_ASSIGNMENT_
Every line below that contains "symbols" is to be copied.

_GIVEN RECORDS_
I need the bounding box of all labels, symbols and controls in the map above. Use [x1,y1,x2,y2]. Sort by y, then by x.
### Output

--

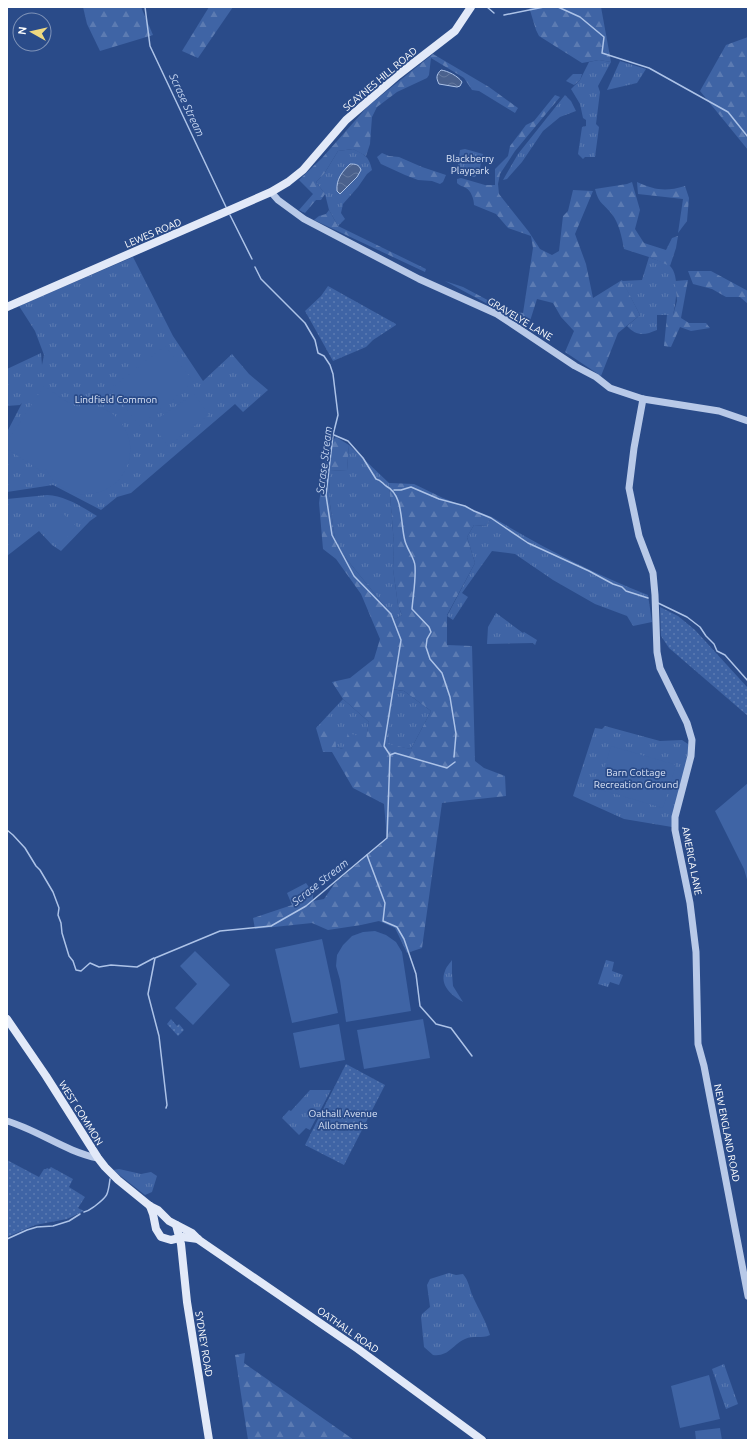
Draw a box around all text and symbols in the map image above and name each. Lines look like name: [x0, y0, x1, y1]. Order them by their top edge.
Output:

_WRITTEN SOLUTION_
I need the bounding box of all labels, symbols and controls in the map above. Use [x1,y1,x2,y2]. Sort by y, then by x.
Draw a box around all text and symbols in the map image above and name each. Lines look like name: [x0, y0, x1, y1]. Order them by their top edge.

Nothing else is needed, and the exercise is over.